◆ Task item: Which lines of the records contain "function"? Collect every one of them.

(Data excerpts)
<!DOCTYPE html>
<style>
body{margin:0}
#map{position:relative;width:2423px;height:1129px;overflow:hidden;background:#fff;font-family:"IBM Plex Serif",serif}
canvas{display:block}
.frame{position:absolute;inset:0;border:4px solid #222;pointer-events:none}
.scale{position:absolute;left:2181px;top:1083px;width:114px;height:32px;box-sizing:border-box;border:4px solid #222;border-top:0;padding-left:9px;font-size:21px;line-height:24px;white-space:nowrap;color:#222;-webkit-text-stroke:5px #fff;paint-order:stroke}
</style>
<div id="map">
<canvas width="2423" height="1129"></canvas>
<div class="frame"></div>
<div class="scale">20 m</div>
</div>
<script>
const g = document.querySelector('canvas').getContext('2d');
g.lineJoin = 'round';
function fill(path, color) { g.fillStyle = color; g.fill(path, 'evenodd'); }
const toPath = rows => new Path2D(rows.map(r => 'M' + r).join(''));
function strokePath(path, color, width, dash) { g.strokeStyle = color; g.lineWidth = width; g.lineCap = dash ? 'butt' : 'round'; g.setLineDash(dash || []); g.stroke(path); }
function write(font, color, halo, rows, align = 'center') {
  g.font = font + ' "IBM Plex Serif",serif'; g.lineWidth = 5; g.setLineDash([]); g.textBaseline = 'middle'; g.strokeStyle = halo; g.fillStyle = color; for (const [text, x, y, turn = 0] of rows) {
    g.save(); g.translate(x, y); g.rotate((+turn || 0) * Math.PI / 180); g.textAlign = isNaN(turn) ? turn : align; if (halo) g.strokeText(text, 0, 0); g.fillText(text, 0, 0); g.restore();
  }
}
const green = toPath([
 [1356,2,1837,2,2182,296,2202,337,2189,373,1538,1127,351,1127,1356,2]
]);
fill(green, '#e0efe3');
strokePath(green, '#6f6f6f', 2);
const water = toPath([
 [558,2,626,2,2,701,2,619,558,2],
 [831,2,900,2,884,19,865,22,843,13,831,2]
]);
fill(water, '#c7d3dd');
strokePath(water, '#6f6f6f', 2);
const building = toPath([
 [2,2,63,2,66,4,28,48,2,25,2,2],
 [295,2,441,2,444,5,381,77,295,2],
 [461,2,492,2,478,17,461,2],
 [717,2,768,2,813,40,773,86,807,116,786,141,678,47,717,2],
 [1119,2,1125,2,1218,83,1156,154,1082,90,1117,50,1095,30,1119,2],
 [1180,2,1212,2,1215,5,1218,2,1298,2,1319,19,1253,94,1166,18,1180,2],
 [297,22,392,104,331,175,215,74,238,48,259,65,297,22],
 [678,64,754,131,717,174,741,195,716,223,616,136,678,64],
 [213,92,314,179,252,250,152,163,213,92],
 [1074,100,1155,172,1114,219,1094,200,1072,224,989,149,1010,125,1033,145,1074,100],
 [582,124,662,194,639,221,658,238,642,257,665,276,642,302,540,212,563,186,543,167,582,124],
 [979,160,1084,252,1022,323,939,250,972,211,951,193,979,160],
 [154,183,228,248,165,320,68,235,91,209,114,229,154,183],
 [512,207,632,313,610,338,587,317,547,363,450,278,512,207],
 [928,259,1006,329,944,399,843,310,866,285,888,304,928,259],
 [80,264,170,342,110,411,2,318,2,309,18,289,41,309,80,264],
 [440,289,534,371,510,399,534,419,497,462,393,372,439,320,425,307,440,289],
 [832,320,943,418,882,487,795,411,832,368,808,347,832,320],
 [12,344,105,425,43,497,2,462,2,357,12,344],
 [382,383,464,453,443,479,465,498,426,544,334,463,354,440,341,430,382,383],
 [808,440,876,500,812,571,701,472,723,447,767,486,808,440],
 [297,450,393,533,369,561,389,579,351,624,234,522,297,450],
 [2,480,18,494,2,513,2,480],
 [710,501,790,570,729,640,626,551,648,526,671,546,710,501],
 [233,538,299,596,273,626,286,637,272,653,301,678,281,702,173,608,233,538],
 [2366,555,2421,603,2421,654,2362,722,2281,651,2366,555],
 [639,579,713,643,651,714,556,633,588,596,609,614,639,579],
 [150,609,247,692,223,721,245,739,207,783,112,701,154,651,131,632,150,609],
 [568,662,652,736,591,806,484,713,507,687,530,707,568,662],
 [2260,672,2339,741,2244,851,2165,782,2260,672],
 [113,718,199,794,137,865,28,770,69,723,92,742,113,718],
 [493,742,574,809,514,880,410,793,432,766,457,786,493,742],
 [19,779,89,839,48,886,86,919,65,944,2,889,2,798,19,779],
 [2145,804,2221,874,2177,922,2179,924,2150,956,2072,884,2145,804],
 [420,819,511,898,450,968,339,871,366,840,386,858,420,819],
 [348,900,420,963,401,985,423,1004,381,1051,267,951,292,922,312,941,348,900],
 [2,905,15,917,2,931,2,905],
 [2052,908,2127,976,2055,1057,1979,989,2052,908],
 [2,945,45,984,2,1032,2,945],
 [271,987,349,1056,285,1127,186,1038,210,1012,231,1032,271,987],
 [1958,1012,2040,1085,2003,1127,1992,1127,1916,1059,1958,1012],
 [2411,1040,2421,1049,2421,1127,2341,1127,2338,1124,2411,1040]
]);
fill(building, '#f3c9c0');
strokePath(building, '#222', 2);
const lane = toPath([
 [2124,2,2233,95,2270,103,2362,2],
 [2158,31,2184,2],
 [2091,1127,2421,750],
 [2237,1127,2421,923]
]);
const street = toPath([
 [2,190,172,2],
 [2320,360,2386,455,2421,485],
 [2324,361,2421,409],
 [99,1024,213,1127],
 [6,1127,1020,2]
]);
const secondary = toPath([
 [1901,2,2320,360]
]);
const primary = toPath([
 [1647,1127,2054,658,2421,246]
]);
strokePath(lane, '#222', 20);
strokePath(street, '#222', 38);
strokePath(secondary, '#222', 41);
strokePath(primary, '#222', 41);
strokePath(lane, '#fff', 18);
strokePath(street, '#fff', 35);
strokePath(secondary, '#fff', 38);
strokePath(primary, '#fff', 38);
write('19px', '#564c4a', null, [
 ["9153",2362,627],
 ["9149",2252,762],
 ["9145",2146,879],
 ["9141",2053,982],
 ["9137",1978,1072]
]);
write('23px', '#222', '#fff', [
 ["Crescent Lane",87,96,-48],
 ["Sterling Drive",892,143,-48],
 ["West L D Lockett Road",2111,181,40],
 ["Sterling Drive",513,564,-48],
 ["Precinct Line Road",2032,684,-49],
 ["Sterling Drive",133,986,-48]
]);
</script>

◆ The completed task:
function fill(path, color) { g.fillStyle = color; g.fill(path, 'evenodd'); }
function strokePath(path, color, width, dash) { g.strokeStyle = color; g.lineWidth = width; g.lineCap = dash ? 'butt' : 'round'; g.setLineDash(dash || []); g.stroke(path); }
function write(font, color, halo, rows, align = 'center') {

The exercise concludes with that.